### WORK REQUIRED
Beginning at the line that includes "Annotate the picture" in the entries below, print each line exactly as it appears, through the last one.

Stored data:
----

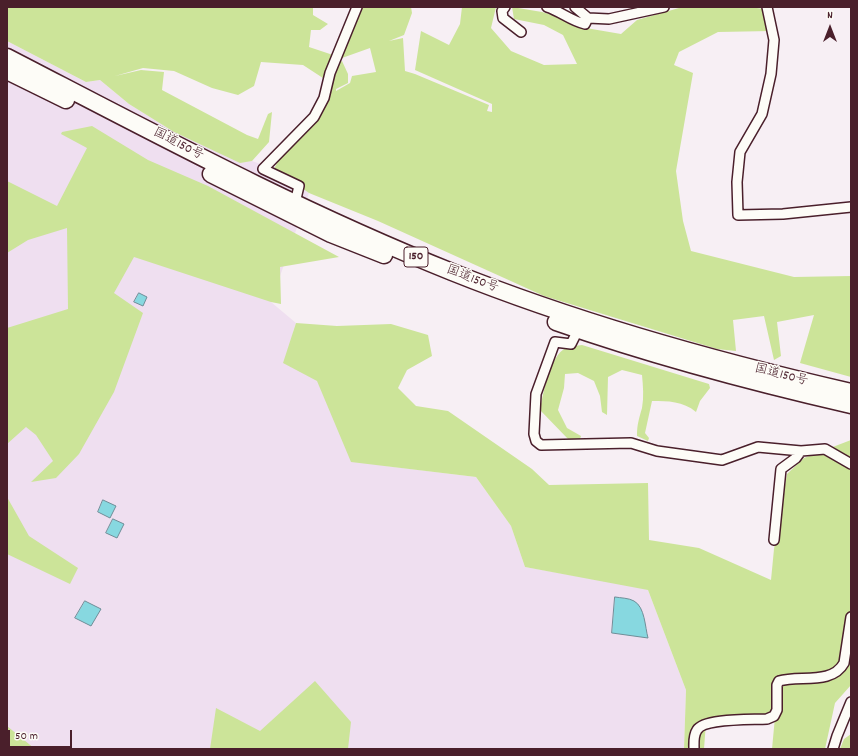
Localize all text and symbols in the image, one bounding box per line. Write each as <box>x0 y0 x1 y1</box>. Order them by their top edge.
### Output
north arrow <box>810 8 850 48</box>
text: N <box>827 8 833 24</box>
street label: 国道150号 <box>150 126 206 164</box>
road number: 150 <box>404 247 428 267</box>
street label: 国道150号 <box>444 263 500 297</box>
street label: 国道150号 <box>752 362 810 390</box>
scale bar <box>10 722 74 748</box>
text: 50 m <box>15 728 38 745</box>

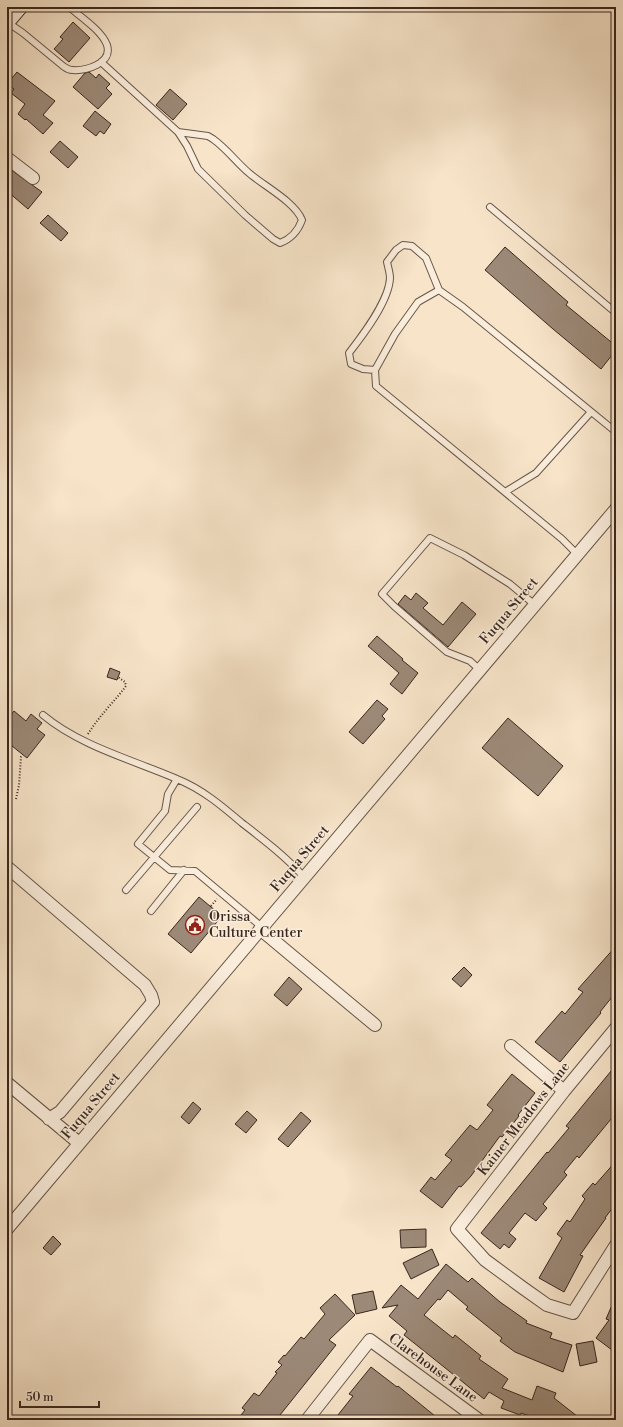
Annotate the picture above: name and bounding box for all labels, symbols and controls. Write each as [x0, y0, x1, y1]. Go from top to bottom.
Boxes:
street label: Fuqua Street [476, 574, 542, 648]
street label: Fuqua Street [267, 822, 333, 896]
place label: Orissa Culture Center [209, 908, 303, 942]
public building icon: Orissa Culture Center [184, 914, 206, 936]
street label: Kainer Meadows Lane [474, 1058, 574, 1180]
street label: Fuqua Street [58, 1069, 124, 1143]
street label: Clarehouse Lane [385, 1330, 481, 1406]
scale bar [20, 1383, 99, 1409]
text: 50 m [26, 1390, 54, 1405]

----

### ANSWER BOX
Annotate the picture above: name and bounding box for all labels, symbols and controls. Write each as [x0, y0, x1, y1]. Go from top to bottom.
Boxes:
street label: Fuqua Street [476, 574, 542, 648]
street label: Fuqua Street [267, 822, 333, 896]
place label: Orissa Culture Center [209, 908, 303, 942]
public building icon: Orissa Culture Center [184, 914, 206, 936]
street label: Kainer Meadows Lane [474, 1058, 574, 1180]
street label: Fuqua Street [58, 1069, 124, 1143]
street label: Clarehouse Lane [385, 1330, 481, 1406]
scale bar [20, 1383, 99, 1409]
text: 50 m [26, 1390, 54, 1405]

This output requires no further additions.